[Collected data]

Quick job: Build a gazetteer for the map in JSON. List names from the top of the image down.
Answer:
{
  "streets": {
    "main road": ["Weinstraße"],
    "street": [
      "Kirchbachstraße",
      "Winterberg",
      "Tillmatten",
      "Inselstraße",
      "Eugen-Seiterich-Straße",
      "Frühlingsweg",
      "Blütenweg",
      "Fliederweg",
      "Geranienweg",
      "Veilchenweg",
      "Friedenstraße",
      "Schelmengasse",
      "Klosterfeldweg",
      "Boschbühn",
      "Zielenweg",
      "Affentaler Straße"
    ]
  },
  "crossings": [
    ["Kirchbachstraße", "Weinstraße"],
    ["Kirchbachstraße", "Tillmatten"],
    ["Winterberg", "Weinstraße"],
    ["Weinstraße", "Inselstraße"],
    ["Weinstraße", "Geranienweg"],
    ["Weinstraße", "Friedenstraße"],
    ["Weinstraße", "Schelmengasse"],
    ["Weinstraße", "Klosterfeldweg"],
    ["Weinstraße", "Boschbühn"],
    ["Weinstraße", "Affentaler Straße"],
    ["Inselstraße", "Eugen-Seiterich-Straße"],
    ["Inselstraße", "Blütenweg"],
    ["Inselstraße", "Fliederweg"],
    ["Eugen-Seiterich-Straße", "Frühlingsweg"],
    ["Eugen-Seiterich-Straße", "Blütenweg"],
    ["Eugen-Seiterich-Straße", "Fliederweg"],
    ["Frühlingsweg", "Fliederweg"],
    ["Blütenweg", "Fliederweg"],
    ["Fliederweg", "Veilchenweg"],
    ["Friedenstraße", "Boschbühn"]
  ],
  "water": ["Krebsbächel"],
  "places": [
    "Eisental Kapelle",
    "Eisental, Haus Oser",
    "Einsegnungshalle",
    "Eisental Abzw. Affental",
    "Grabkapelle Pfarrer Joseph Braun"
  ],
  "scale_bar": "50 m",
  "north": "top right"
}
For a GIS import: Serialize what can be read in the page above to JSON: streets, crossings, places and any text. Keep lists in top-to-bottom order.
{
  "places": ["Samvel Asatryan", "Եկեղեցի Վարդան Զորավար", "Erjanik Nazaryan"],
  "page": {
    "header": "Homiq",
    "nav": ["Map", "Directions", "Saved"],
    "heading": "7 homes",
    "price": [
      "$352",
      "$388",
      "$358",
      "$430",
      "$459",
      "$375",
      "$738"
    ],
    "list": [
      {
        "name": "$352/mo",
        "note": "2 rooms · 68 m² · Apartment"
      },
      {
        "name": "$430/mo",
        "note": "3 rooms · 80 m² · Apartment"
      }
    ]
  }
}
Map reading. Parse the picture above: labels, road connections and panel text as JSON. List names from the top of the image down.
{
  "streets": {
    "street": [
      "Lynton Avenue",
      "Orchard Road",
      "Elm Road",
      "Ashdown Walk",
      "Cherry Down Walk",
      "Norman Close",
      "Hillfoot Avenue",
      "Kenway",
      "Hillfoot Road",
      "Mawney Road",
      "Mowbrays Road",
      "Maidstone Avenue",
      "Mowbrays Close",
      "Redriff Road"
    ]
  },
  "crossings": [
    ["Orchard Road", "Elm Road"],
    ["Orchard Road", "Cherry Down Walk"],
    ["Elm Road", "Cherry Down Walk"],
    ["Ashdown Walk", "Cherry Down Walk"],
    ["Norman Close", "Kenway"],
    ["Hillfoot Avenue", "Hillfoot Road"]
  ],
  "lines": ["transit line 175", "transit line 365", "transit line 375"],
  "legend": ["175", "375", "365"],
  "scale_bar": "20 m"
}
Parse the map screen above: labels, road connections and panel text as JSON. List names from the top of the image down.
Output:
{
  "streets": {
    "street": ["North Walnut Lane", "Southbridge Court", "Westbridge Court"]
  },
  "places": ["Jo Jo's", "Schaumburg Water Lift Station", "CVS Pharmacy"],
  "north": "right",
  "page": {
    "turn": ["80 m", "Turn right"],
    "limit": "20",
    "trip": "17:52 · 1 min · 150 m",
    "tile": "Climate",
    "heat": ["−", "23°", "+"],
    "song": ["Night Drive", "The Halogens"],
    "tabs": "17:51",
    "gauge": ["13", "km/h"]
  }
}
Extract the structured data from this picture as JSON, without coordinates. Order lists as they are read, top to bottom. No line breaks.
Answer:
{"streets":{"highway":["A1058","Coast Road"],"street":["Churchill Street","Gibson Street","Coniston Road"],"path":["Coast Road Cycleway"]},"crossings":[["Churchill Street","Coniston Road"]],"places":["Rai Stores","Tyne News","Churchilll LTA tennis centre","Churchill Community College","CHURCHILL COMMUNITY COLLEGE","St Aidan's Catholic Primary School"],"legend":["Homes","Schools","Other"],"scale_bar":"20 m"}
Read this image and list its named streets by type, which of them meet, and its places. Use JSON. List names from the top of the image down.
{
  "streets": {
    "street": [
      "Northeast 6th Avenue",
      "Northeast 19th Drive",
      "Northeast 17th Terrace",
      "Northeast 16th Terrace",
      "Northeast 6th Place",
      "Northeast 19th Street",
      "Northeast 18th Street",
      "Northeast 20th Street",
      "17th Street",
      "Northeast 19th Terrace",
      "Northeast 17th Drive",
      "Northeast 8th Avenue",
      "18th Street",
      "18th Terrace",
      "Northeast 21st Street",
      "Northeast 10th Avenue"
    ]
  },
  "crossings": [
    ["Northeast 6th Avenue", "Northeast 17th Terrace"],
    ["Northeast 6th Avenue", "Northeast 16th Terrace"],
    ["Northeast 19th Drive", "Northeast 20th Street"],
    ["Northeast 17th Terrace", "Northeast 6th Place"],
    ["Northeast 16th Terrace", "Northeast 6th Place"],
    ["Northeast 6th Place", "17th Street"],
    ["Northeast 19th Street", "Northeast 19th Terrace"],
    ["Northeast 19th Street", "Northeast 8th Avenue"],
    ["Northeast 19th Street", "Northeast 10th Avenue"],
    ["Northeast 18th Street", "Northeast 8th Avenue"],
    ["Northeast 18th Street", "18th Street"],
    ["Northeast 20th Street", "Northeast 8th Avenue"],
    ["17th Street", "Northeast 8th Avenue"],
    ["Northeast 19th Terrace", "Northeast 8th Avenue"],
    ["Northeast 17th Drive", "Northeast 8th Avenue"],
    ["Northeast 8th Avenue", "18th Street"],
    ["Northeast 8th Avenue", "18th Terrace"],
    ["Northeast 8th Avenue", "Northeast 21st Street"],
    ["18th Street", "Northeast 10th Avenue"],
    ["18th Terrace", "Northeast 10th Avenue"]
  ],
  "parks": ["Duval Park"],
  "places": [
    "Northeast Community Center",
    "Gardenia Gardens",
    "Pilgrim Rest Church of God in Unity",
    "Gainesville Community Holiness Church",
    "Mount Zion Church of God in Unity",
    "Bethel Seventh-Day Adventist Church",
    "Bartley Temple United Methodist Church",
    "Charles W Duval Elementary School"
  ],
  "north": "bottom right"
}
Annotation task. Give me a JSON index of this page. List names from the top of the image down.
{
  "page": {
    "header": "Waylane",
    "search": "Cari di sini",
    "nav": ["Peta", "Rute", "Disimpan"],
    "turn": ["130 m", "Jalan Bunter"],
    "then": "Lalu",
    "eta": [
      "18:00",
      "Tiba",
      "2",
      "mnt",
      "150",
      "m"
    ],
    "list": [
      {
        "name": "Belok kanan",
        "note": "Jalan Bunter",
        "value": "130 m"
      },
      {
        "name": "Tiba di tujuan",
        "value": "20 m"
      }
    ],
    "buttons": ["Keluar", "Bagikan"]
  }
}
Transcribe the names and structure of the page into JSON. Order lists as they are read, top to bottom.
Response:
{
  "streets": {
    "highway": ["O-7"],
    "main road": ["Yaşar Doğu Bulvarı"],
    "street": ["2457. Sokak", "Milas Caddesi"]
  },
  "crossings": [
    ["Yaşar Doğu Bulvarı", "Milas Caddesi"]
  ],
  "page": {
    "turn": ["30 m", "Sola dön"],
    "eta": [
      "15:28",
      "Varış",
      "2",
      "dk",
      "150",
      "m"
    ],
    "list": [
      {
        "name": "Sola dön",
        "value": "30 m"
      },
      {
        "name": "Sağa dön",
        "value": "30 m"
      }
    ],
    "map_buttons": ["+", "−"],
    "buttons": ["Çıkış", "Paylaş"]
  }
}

§ WHAT IS REQUIRED
Your task is to copy each line of the entries that includes the word "Eisental".

§ ANSWER SECTION
    "Eisental Kapelle",
    "Eisental, Haus Oser",
    "Eisental Abzw. Affental",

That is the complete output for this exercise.